Class 04 - Managing Memory and Resources

When: June 8th,2023

Prerequisites: A working Rust installation, a text editor/IDE with Rust Analyzer. Basic understanding of Rust syntax.

Difficulty: Medium

One of Rust’s primary advantages over “managed” languages is that you can manage memory yourself. This can provide great improvements in overall performance, predictability, and stability. It can also be confusing to anyone not used to managing memory. This class is mostly interactive but has some demonstrative learning.

  • The Rust Memory Model

    • Stack vs Heap
    • The Borrow Checker’s Golden Rule Anything can be referenced read-only as often as you like. Anything can be referenced mutable exactly once at a time.
  • Lifetimes No dangling references The need to prove that a reference is still valid when you use it.
  • Copying, Moving, Cloning and References

    • Rust is “move by default” (except on Copy types). “Use after move” won’t compile.
    • Primitive types may be “copied”. ONLY if they implement “Copy”.
    • Types may be “cloned”, ONLY if they implement “Clone”. Clone does a deep-copy, including cloning children.
  • RAII: Resource Acquisition is Initialization

    • Stack allocation is basically automatic.
    • You can implement “drop” on (almost) anything to have a destructor fire when a variable leaves scope. Don’t forget to handle Ctrl-C if cleanup is required!
    • Drop is hierarchical Implement a type that stores a vector of types. Drop the vector. Each destructor is fired.
  • Heap Allocation

    • Vectors are automatically on the heap.
    • Using Box as a smart pointer.
    • Using Box for full virtual table implementation—if you really need it.
  • Arenas and bulk allocation

  • Using different allocators

    • Jemalloc - high performance, instrumentable allocation.

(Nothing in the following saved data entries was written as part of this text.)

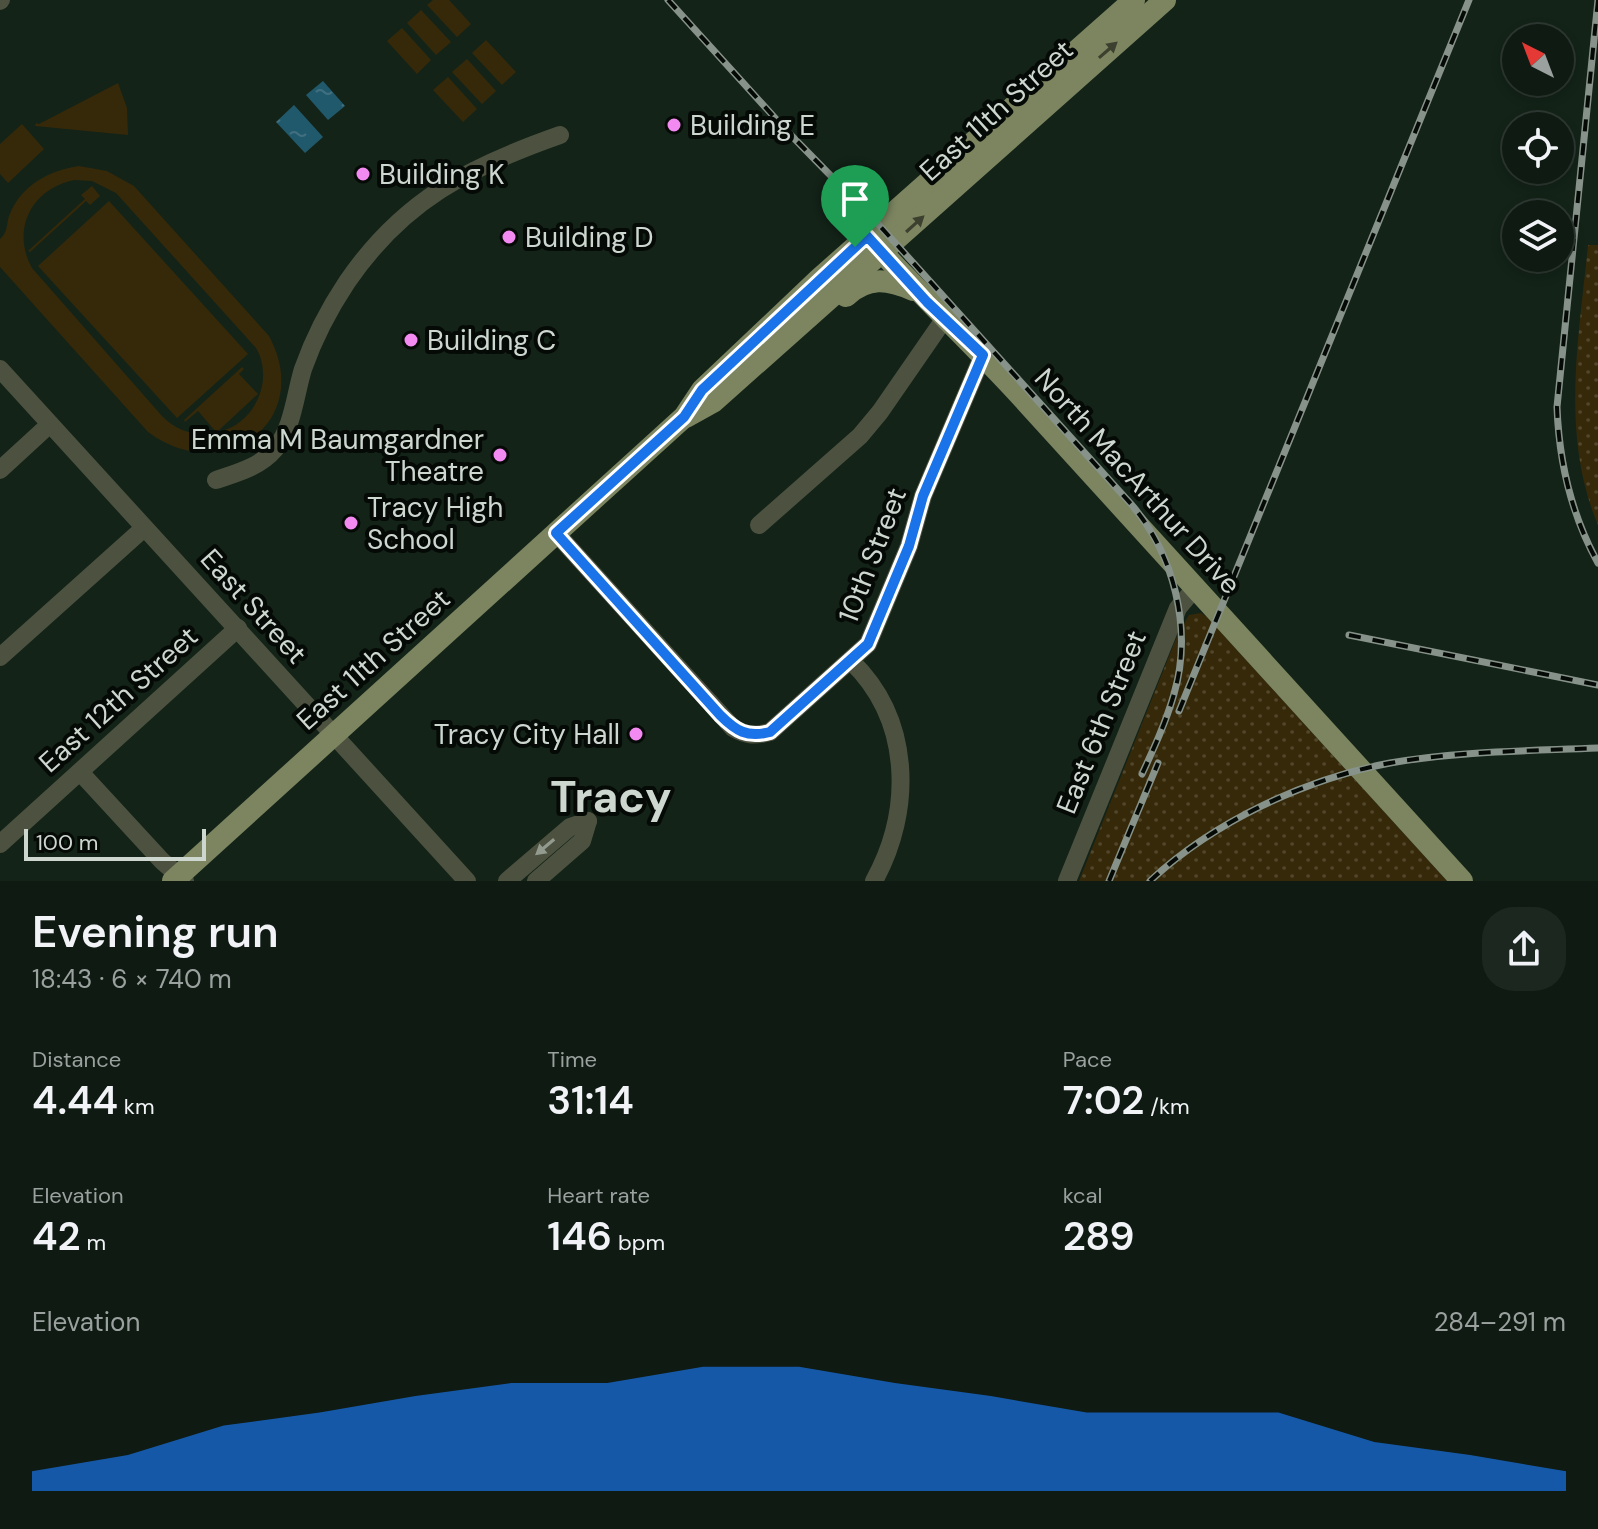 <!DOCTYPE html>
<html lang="en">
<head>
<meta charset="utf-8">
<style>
	body { margin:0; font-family:"DM Sans",sans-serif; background:#1c2720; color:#f1f3f6; height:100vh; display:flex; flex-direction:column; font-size:30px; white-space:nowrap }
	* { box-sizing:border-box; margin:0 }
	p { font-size:26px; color:#9ba19f }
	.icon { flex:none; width:44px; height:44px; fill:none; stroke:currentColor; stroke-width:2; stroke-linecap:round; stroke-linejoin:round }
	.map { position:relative; height:881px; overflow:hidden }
	.panel { display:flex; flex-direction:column; background:#0e1a12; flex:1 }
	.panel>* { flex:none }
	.needle { width:52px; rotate:318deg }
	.controls { position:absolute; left:1502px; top:24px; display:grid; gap:16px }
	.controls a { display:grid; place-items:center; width:72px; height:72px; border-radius:50%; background:#0e1a12; box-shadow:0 4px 12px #0003,0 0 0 2px #2e3832; font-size:40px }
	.scale { position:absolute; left:24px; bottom:20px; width:182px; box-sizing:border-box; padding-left:8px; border:4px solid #cdd7d0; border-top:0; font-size:22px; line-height:28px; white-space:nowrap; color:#cdd7d0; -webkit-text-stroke:6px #050a06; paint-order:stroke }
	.pin { position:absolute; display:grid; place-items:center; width:68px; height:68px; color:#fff; margin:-82px -34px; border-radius:50% 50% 50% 0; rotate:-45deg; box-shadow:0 0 8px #0007 }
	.pin .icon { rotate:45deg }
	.round { display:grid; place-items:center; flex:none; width:84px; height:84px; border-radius:32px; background:#1c2720 }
	.headline { display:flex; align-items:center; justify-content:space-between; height:136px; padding:0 32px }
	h1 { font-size:44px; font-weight:600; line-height:60px }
	.metrics { display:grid; grid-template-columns:repeat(3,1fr); gap:12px; height:136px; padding:8px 32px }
	.metrics div { display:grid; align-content:center }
	.metrics b { font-size:40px; font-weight:600 }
	.metrics small { font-size:22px; font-weight:400 }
	.metrics p { font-size:22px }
	.chart { height:224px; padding:16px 32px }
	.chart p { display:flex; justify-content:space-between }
	.chart svg { width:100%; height:144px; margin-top:8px; fill:#1a73e8; opacity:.7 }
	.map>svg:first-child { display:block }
	.grass { fill:url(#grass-dots) }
	.pitch { fill:#362909; fill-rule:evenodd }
	.water { fill:url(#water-ripples) }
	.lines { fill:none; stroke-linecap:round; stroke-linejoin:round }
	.minor { stroke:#4d5240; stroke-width:18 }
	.major { stroke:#7c8560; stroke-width:22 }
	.rail-casing { stroke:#87938a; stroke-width:7 }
	.rail { stroke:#050a06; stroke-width:4; stroke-dasharray:12; stroke-linecap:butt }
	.oneway { fill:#3b412e }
	.oneway2 { fill:#939b8f }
	.route-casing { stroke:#fff; stroke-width:16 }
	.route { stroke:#1a73e8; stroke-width:10 }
	.poi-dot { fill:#f38af1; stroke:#050a06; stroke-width:3 }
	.labels { text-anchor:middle; stroke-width:8; stroke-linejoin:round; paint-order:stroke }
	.street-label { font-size:28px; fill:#cdd7d0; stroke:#050a06 }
	.poi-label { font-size:28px; fill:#cdd7d0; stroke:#050a06; text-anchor:start }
	.town-label { font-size:44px; font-weight:bold; fill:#cdd7d0; stroke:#050a06 }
</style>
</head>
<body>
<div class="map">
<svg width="1598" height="881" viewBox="0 0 1598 881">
	<defs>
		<pattern id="grass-dots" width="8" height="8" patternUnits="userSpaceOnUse" patternTransform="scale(2)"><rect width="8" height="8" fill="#362909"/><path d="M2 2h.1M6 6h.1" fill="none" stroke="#52472c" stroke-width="1.8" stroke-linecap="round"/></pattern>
		<pattern id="water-ripples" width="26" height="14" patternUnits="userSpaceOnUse" patternTransform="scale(2)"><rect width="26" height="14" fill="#21596c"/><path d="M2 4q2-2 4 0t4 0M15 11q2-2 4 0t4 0" fill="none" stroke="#407080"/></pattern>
	</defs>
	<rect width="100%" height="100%" fill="#132318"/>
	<g class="grass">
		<path d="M1588,245H1598V525C1560,435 1579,338 1588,245Z"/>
		<polygon points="1201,613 1208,618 1447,881 1079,881 1178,634 1189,615"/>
	</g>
	<g class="pitch">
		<polygon points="433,0 449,0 471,24 457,37 427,5"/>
		<polygon points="421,10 451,42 436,55 407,23"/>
		<polygon points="402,28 431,60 417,74 387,41"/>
		<polygon points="486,40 516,72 502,85 472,53"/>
		<polygon points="467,59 496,91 482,104 452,72"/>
		<polygon points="448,77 477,109 463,122 433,90"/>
		<polygon points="118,83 127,108 128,135 35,126 36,123 39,124"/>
		<polygon points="22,124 44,149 8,183 0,174 0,144"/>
		<path d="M79,166L107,171L134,186L269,336C315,421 223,488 148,432L0,267V239C8,232 6,226 9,216C21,185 48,171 79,166ZM74,180L92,181L116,193L256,348C275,380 254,426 217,432L258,394L239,374L244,369L242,367L184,420L185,422L198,411L217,433C194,436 178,432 162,416L32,268C11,230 31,189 74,180Z"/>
		<polygon points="92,186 100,196 90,205 86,201 30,252 28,251 85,199 81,195"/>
		<polygon points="109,201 248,354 177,418 38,266"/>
	</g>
	<g class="water">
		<polygon points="323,81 345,106 328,120 306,95"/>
		<polygon points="294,105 323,137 305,153 276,122"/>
	</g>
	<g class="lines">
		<g class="minor">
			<polyline points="0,1 1,0"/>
			<polyline points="0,369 467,881"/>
			<polyline points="0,470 50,424"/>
			<path d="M216,480C237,473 260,467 275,449C293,428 295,395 303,369C314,338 329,309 347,282C403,200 469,167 560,135"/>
			<polyline points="759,525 860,436 880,412 945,318"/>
			<path d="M556,533L733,728C747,736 755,736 770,732L868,644L909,546L923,496L983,355"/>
			<polyline points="0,657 144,528"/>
			<path d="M851,661C912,720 913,810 874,881"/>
			<polyline points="80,772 162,861 185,881"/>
			<polyline points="0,844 238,628"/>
			<polyline points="507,881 570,827 588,821"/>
			<polyline points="536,881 582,841 588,821"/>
			<polyline points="1067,881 1178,608 1195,588"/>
		</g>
		<g class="major">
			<path d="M867,236C916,290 969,340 1018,393L1462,881"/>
			<path d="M846,296C868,276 888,279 913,290"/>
			<polyline points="686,417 713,402 1165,0"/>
			<polyline points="173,881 684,417 702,390 819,279 1134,0"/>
		</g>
		<defs>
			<g id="rail">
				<path d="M668,0L785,129L879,225L1131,504C1174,554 1193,629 1174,694C1166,722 1154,748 1142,774"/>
				<path d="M1598,0L1557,407C1559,462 1571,514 1598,563"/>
				<polyline points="1349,635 1598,685"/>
				<polyline points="1179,711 1469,0"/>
				<polyline points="1109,881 1158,763"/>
				<path d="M1150,881C1213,822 1305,779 1390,763C1458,751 1529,751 1598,748"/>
			</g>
		</defs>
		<use href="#rail" class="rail-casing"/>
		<use href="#rail" class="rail"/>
	</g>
	<defs><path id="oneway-solid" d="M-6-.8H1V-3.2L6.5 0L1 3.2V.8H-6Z" transform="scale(2)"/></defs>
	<g class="oneway">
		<use href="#oneway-solid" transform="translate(1108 50) rotate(-41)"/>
		<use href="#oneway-solid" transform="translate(915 224) rotate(-42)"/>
	</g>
	<use class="oneway2" href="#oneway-solid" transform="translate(545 847) rotate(140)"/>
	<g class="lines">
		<defs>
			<path id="route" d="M867,236L927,302L983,355L923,496L909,546L868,644L770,732C747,738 736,731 720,715L556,533L684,417L702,390Z"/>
		</defs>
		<use href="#route" class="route-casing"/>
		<use href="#route" class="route"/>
	</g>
	<g class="poi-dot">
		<circle cx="674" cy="125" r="8"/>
		<circle cx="363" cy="174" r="8"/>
		<circle cx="509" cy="237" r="8"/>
		<circle cx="411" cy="340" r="8"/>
		<circle cx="500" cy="455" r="8"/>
		<circle cx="351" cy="523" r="8"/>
		<circle cx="636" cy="734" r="8"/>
	</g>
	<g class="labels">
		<g class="street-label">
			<text transform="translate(996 110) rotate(-42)" y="10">East 11th Street</text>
			<text transform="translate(1138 481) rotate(48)" y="10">North MacArthur Drive</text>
			<text transform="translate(872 555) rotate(-69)" y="10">10th Street</text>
			<text transform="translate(254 606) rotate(48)" y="10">East Street</text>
			<text transform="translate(373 659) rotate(-42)" y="10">East 11th Street</text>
			<text transform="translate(118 699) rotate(-42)" y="10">East 12th Street</text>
			<text transform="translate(1101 722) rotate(-68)" y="10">East 6th Street</text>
		</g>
		<g class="poi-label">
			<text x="690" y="135">Building E</text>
			<text x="379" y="184">Building K</text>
			<text x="525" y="247">Building D</text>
			<text x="427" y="350">Building C</text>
			<text x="484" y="449" text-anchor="end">Emma M Baumgardner<tspan x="484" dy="32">Theatre</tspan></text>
			<text x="367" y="517">Tracy High<tspan x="367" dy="32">School</tspan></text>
			<text x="620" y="744" text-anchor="end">Tracy City Hall</text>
		</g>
		<g class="town-label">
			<text x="611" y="812">Tracy</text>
		</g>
	</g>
</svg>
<div class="controls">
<a><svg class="needle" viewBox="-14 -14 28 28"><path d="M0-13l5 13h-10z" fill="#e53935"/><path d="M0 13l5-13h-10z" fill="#9ba19f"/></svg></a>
<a><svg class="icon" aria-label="locate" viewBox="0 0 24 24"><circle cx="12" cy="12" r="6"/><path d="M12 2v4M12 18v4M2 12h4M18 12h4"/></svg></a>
<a><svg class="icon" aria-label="layers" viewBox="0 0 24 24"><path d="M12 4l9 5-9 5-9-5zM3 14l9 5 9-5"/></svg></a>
</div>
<div class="scale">100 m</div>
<div class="pin" style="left:855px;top:247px;background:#1e9e55"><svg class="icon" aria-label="arrive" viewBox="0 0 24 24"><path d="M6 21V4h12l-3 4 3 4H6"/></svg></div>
</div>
<section class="panel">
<div class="headline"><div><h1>Evening run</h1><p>18:43 · 6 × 740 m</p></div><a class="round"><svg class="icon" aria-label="share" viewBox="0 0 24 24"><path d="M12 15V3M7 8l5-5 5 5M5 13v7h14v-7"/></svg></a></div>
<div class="metrics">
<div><p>Distance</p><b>4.44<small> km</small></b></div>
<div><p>Time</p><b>31:14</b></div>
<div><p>Pace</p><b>7:02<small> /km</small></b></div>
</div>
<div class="metrics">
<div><p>Elevation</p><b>42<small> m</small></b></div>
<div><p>Heart rate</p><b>146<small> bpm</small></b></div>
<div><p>kcal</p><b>289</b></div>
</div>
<div class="chart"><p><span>Elevation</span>284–291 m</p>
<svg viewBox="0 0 160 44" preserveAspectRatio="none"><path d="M0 44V38L10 33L20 24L30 20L40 15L50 11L60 11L70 6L80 6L90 11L100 15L110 20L120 20L130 20L140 29L150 33L160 38V44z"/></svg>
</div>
</section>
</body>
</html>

Class 05: Building Network Services

When: June 15th,2023

Prerequisites: A working Rust installation, a text editor/IDE with Rust Analyzer. Basic understanding of Rust syntax. You need to have sqlite3 installed on your computer. It is recommended that you take the Green Thread concurrency class first.

Difficulty: Low-Medium

Network services are the bread and butter of most corporate networks. Rust can get you up and running very fast, giving you fast, stable and predictable services in very little time. This class is very hands-on.

  • Introduction
  • Build a webserver with Axum
    • Hello World
    • Implement a GET service that returns JSON
    • Use sqlx to obtain data from a database.
  • Build a TCP Server with Tokio
  • Build a simple TCP server and client in a single executable.
  • Use sqlx to obtain data from the same database.
  • Do some benchmarking.

About The Instructor

Herbert Wolverson

Herbert has been developing software professionally for more than 20 years. Starting with Pascal, and then moving onto C and C++, Herbert has developed custom applications ranging from web-server filters to games. Herbert is the author of Hands-on Rust and Rust Brain Teasers.